+++ Material shown +++
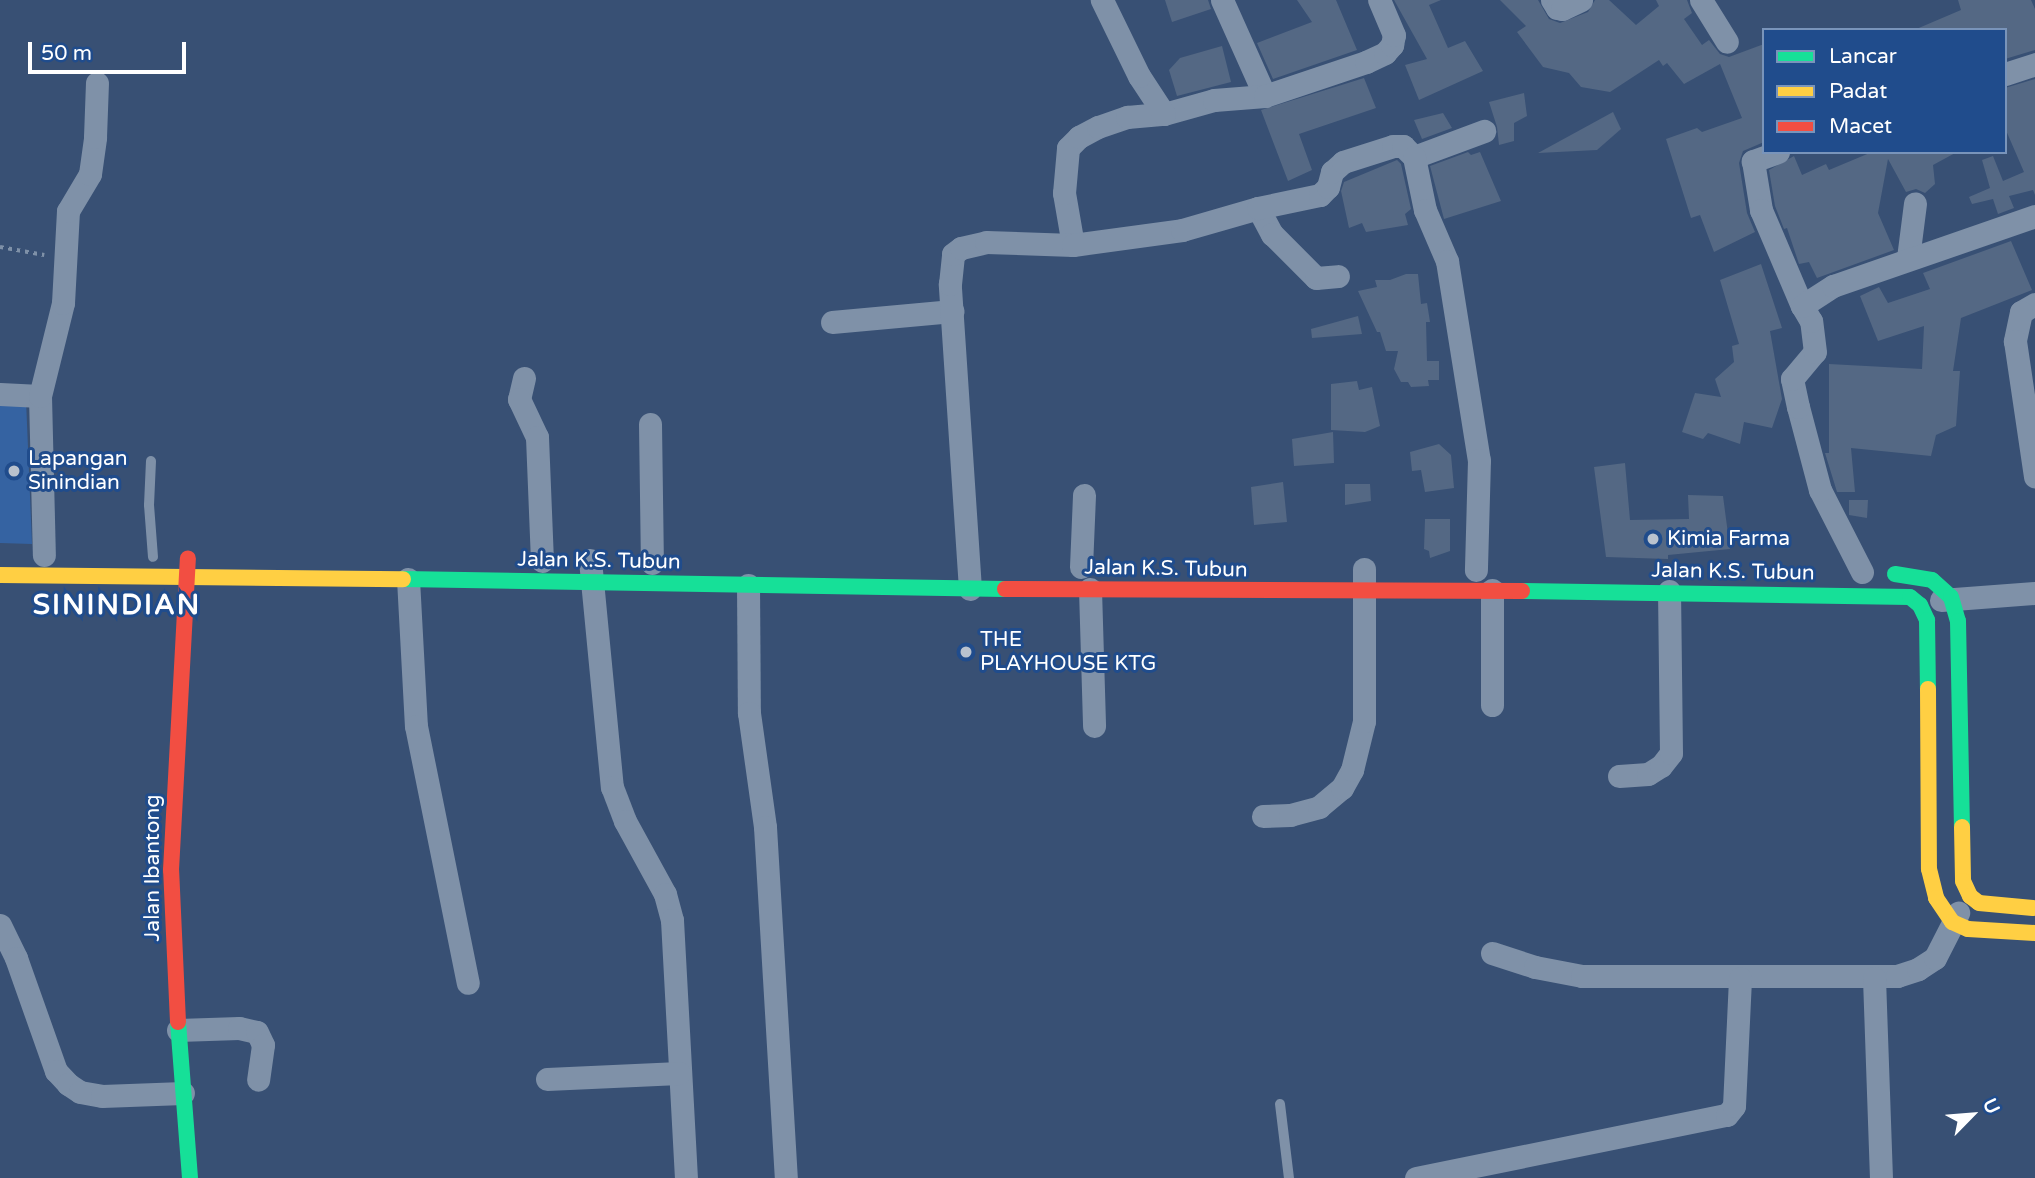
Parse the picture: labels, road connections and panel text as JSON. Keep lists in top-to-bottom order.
{
  "streets": {
    "main road": ["Jalan K.S. Tubun", "Jalan Ibantong"]
  },
  "crossings": [
    ["Jalan K.S. Tubun", "Jalan Ibantong"]
  ],
  "districts": ["SININDIAN"],
  "places": ["Lapangan Sinindian", "Kimia Farma", "THE PLAYHOUSE KTG"],
  "legend": ["Lancar", "Padat", "Macet"],
  "scale_bar": "50 m",
  "north": "top right"
}
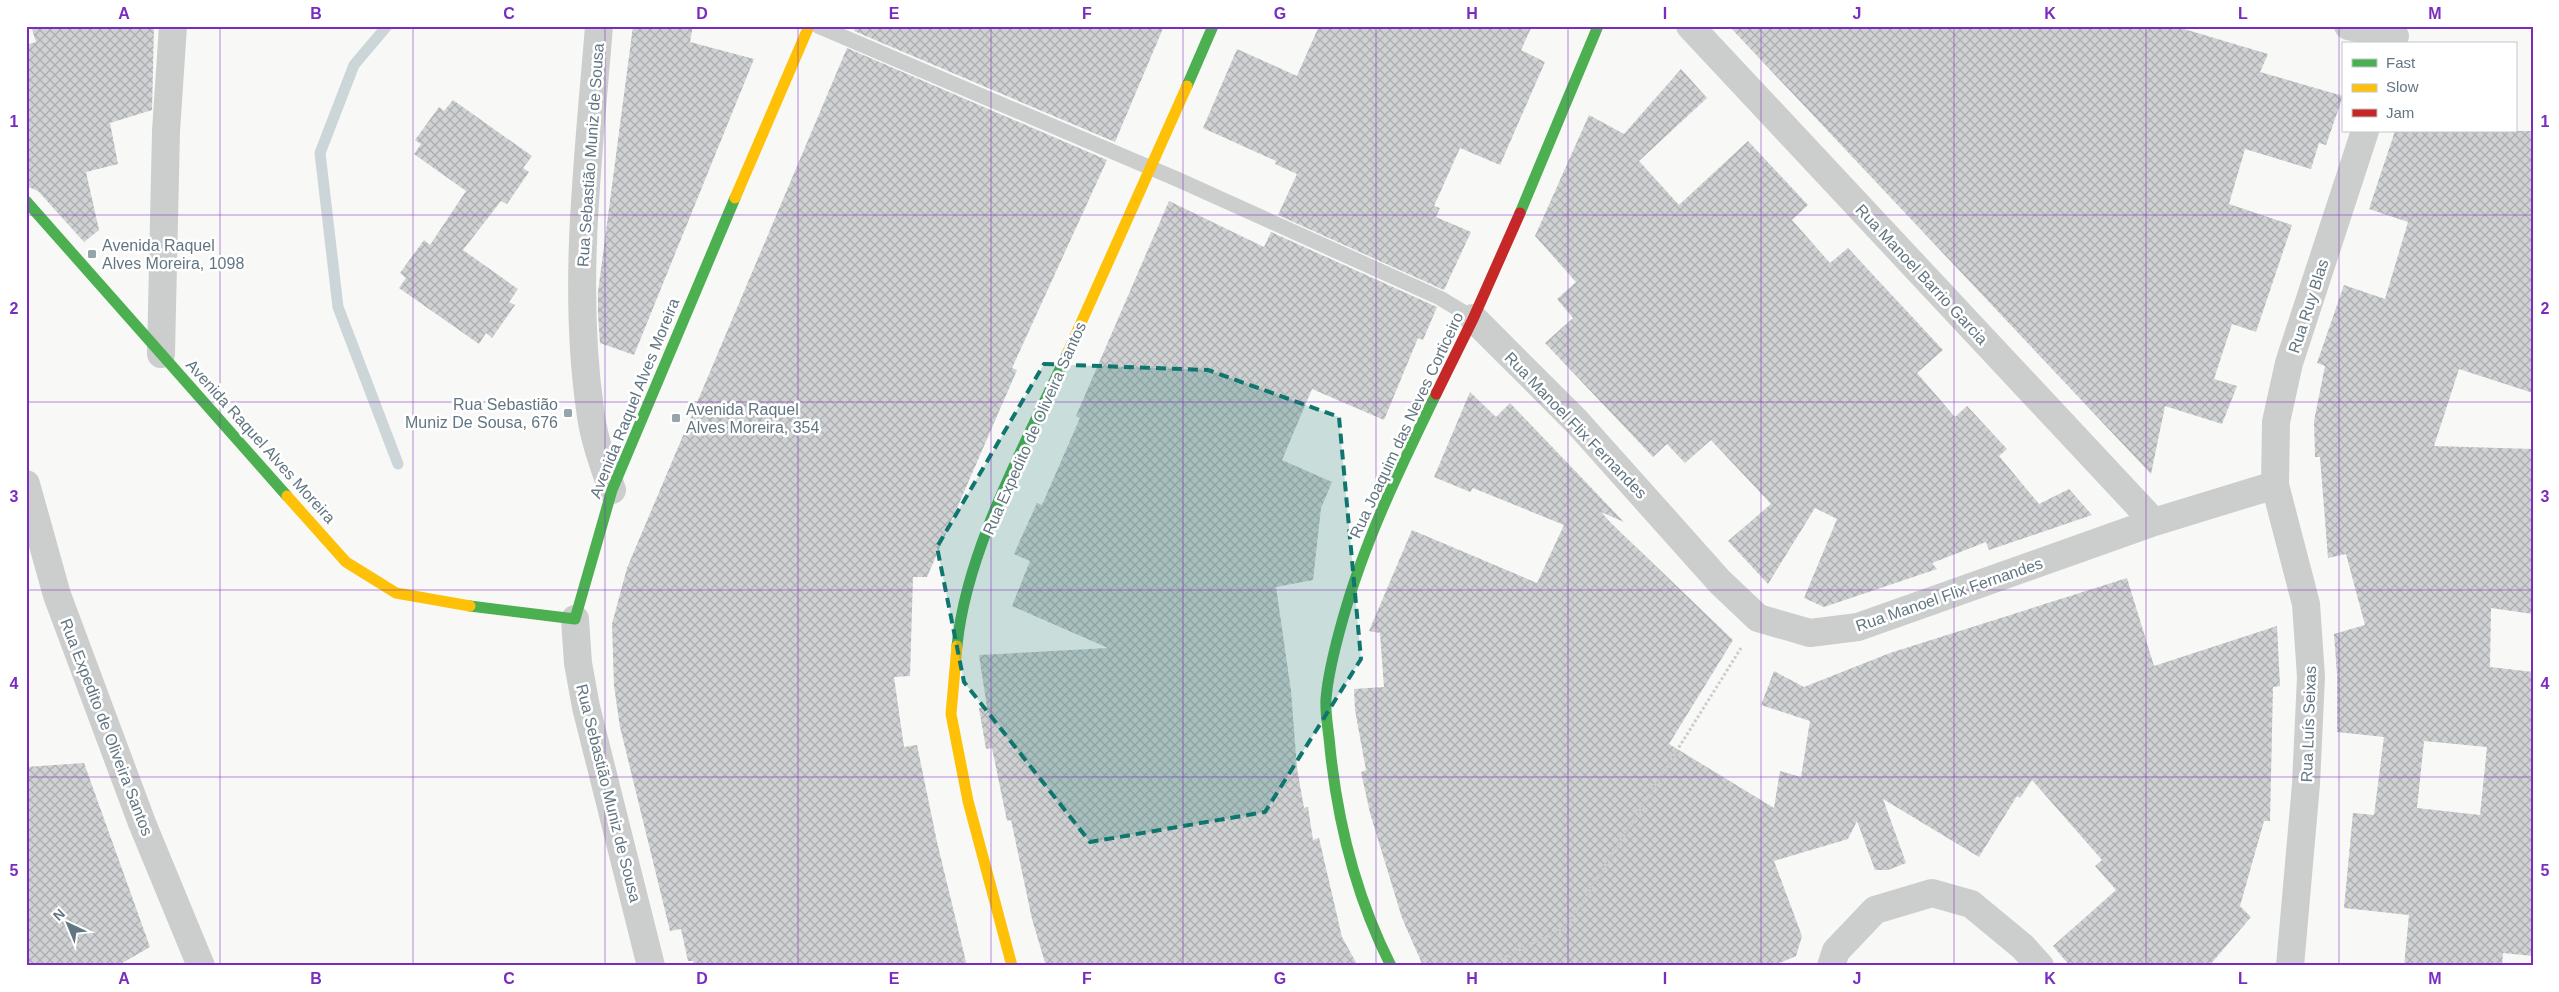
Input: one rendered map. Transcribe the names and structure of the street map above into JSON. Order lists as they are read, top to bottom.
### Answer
{
  "streets": {
    "street": [
      "Rua Sebastião Muniz de Sousa",
      "Rua Manoel Barrio Garcia",
      "Rua Ruy Blas",
      "Avenida Raquel Alves Moreira",
      "Rua Joaquim das Neves Corticeiro",
      "Rua Manoel Flix Fernandes",
      "Rua Expedito de Oliveira Santos",
      "Rua Luís Seixas"
    ]
  },
  "crossings": [
    ["Rua Sebastião Muniz de Sousa", "Avenida Raquel Alves Moreira"],
    ["Rua Manoel Barrio Garcia", "Rua Manoel Flix Fernandes"],
    ["Rua Ruy Blas", "Rua Manoel Flix Fernandes"],
    ["Rua Ruy Blas", "Rua Luís Seixas"],
    ["Rua Joaquim das Neves Corticeiro", "Rua Manoel Flix Fernandes"],
    ["Rua Manoel Flix Fernandes", "Rua Luís Seixas"]
  ],
  "places": {
    "transit": ["Avenida Raquel Alves Moreira, 1098", "Rua Sebastião Muniz De Sousa, 676", "Avenida Raquel Alves Moreira, 354"]
  },
  "legend": ["Fast", "Slow", "Jam"],
  "north": "top left",
  "grid": {
    "columns": [
      "A",
      "B",
      "C",
      "D",
      "E",
      "F",
      "G",
      "H",
      "I",
      "J",
      "K",
      "L",
      "M"
    ],
    "rows": [
      "1",
      "2",
      "3",
      "4",
      "5"
    ]
  }
}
+++
No pictures belong in the copy; output every record exactly.

• [Output of the task]
Parse the picture: labels, road connections and panel text as JSON. Keep lists in top-to-bottom order.
{
  "streets": {
    "main road": ["Jalan K.S. Tubun", "Jalan Ibantong"]
  },
  "crossings": [
    ["Jalan K.S. Tubun", "Jalan Ibantong"]
  ],
  "districts": ["SININDIAN"],
  "places": ["Lapangan Sinindian", "Kimia Farma", "THE PLAYHOUSE KTG"],
  "legend": ["Lancar", "Padat", "Macet"],
  "scale_bar": "50 m",
  "north": "top right"
}
Input: one rendered map. Transcribe the names and structure of the street map above into JSON. Order lists as they are read, top to bottom.
### Answer
{
  "streets": {
    "street": [
      "Rua Sebastião Muniz de Sousa",
      "Rua Manoel Barrio Garcia",
      "Rua Ruy Blas",
      "Avenida Raquel Alves Moreira",
      "Rua Joaquim das Neves Corticeiro",
      "Rua Manoel Flix Fernandes",
      "Rua Expedito de Oliveira Santos",
      "Rua Luís Seixas"
    ]
  },
  "crossings": [
    ["Rua Sebastião Muniz de Sousa", "Avenida Raquel Alves Moreira"],
    ["Rua Manoel Barrio Garcia", "Rua Manoel Flix Fernandes"],
    ["Rua Ruy Blas", "Rua Manoel Flix Fernandes"],
    ["Rua Ruy Blas", "Rua Luís Seixas"],
    ["Rua Joaquim das Neves Corticeiro", "Rua Manoel Flix Fernandes"],
    ["Rua Manoel Flix Fernandes", "Rua Luís Seixas"]
  ],
  "places": {
    "transit": ["Avenida Raquel Alves Moreira, 1098", "Rua Sebastião Muniz De Sousa, 676", "Avenida Raquel Alves Moreira, 354"]
  },
  "legend": ["Fast", "Slow", "Jam"],
  "north": "top left",
  "grid": {
    "columns": [
      "A",
      "B",
      "C",
      "D",
      "E",
      "F",
      "G",
      "H",
      "I",
      "J",
      "K",
      "L",
      "M"
    ],
    "rows": [
      "1",
      "2",
      "3",
      "4",
      "5"
    ]
  }
}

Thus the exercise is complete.